Available records section start
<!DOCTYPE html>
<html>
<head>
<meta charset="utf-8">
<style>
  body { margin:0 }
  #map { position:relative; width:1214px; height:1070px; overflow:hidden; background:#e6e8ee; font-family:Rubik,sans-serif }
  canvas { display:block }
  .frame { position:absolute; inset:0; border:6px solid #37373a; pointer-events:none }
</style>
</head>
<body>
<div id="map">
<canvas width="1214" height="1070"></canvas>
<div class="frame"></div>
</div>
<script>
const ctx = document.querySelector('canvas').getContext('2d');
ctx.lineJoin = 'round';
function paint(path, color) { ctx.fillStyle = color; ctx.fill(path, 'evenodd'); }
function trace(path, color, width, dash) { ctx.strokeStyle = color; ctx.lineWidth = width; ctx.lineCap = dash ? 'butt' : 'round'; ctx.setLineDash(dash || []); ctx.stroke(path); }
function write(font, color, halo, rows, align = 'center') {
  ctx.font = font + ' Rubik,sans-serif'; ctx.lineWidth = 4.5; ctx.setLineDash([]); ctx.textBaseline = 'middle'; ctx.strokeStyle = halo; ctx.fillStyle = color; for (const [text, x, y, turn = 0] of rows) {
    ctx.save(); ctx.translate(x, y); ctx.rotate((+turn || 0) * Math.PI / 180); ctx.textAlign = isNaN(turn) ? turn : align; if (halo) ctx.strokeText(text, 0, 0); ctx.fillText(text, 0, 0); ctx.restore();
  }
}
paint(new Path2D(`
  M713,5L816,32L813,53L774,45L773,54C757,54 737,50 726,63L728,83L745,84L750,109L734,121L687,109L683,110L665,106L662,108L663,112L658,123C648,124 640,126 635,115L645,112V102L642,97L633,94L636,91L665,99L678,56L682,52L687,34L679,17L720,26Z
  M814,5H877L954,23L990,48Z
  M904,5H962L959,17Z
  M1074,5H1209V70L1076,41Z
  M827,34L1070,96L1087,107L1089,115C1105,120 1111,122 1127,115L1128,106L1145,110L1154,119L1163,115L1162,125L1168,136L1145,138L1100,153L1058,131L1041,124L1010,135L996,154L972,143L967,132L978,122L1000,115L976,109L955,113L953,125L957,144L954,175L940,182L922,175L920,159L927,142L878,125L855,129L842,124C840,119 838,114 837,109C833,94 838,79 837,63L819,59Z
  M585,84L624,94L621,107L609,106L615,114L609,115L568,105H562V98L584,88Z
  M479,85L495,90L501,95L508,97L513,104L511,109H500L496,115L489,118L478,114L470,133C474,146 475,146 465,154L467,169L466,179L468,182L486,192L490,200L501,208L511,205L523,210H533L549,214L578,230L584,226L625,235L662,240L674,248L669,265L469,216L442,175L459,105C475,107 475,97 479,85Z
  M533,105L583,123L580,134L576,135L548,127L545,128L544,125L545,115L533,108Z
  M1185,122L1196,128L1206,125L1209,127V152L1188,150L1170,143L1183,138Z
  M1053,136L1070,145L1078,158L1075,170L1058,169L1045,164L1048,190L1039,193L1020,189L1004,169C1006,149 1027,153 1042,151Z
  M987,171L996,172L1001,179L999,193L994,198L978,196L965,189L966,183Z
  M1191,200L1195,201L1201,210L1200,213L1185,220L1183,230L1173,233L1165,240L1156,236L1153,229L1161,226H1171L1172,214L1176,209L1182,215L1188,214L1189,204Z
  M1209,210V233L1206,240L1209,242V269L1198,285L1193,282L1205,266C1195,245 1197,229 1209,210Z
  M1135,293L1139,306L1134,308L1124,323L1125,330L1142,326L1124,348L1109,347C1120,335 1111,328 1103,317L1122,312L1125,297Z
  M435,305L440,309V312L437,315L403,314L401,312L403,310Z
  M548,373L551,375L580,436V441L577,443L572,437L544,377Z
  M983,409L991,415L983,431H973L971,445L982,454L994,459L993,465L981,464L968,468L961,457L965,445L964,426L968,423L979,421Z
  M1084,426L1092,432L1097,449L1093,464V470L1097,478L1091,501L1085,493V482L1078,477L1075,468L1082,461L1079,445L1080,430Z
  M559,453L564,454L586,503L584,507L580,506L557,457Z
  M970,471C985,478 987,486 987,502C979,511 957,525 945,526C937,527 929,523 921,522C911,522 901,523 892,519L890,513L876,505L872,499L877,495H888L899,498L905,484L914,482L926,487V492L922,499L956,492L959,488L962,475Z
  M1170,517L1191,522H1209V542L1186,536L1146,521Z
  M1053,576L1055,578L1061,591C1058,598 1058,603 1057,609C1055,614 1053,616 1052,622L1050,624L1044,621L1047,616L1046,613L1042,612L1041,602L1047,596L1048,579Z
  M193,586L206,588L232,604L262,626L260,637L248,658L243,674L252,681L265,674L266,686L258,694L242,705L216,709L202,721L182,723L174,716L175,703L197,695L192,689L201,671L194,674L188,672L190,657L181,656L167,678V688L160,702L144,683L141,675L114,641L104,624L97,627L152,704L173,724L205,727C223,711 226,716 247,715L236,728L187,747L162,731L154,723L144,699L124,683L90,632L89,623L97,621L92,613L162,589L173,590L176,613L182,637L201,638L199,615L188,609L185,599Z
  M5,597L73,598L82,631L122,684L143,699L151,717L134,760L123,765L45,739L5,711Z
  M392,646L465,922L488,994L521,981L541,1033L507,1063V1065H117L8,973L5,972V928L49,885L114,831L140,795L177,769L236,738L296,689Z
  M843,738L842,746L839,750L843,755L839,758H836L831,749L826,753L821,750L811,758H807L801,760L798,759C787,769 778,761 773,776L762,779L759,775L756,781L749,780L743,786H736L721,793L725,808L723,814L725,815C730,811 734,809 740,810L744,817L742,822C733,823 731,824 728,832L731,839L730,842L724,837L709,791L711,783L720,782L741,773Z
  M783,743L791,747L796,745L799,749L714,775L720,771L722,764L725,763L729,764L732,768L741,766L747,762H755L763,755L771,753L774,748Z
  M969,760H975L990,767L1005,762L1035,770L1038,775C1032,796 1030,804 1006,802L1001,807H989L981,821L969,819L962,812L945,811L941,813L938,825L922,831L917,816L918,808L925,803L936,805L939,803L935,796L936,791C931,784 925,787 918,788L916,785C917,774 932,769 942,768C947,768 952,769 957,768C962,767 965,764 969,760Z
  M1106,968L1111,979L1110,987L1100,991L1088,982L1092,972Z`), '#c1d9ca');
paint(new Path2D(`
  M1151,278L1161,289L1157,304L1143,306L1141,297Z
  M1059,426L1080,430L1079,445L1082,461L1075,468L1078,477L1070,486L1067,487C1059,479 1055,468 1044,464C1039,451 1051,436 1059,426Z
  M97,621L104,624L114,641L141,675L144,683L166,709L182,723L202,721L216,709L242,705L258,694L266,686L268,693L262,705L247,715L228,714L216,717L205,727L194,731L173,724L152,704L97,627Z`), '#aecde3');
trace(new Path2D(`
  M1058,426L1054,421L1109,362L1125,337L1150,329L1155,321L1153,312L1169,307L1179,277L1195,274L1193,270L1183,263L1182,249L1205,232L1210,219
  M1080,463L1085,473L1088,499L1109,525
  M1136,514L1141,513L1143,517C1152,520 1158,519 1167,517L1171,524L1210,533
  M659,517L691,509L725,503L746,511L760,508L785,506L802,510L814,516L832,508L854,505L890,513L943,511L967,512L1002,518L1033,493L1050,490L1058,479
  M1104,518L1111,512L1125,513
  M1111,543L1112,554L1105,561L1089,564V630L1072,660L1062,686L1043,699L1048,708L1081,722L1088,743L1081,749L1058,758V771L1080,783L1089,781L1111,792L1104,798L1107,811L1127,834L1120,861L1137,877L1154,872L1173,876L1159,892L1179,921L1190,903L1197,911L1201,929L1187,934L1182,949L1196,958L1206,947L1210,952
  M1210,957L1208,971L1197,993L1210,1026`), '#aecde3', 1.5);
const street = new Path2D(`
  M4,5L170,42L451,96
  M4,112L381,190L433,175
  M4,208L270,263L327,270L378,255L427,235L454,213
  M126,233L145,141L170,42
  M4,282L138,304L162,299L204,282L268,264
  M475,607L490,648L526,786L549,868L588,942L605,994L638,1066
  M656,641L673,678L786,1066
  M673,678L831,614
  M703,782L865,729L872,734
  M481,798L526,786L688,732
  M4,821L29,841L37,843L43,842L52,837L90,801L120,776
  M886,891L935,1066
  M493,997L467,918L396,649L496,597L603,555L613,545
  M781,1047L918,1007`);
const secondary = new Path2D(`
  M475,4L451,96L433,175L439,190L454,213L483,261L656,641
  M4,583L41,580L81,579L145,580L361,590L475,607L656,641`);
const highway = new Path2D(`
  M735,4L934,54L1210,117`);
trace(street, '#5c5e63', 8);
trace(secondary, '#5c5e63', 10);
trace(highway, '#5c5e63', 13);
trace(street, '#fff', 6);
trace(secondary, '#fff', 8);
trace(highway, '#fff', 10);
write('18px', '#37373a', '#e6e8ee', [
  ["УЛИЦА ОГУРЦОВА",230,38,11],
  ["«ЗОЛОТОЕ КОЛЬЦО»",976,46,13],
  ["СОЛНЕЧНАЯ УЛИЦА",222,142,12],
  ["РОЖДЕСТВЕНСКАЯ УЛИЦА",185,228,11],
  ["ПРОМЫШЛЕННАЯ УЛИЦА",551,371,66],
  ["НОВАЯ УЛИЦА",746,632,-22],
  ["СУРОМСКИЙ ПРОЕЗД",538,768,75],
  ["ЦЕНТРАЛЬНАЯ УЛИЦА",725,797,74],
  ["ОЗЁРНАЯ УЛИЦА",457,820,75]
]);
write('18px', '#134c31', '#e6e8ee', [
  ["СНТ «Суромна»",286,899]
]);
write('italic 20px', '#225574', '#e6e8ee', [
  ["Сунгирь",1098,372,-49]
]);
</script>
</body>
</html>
Available records section end
→ Problem to work on
Would you output, from the records above, exactly the run of lines that starts at the line containing "const ctx = document.querySelector('canvas').getContext('2d');" and ends at the line containing "function write(font, color, halo, rows, align", and only that run?

→ Your solution
const ctx = document.querySelector('canvas').getContext('2d');
ctx.lineJoin = 'round';
function paint(path, color) { ctx.fillStyle = color; ctx.fill(path, 'evenodd'); }
function trace(path, color, width, dash) { ctx.strokeStyle = color; ctx.lineWidth = width; ctx.lineCap = dash ? 'butt' : 'round'; ctx.setLineDash(dash || []); ctx.stroke(path); }
function write(font, color, halo, rows, align = 'center') {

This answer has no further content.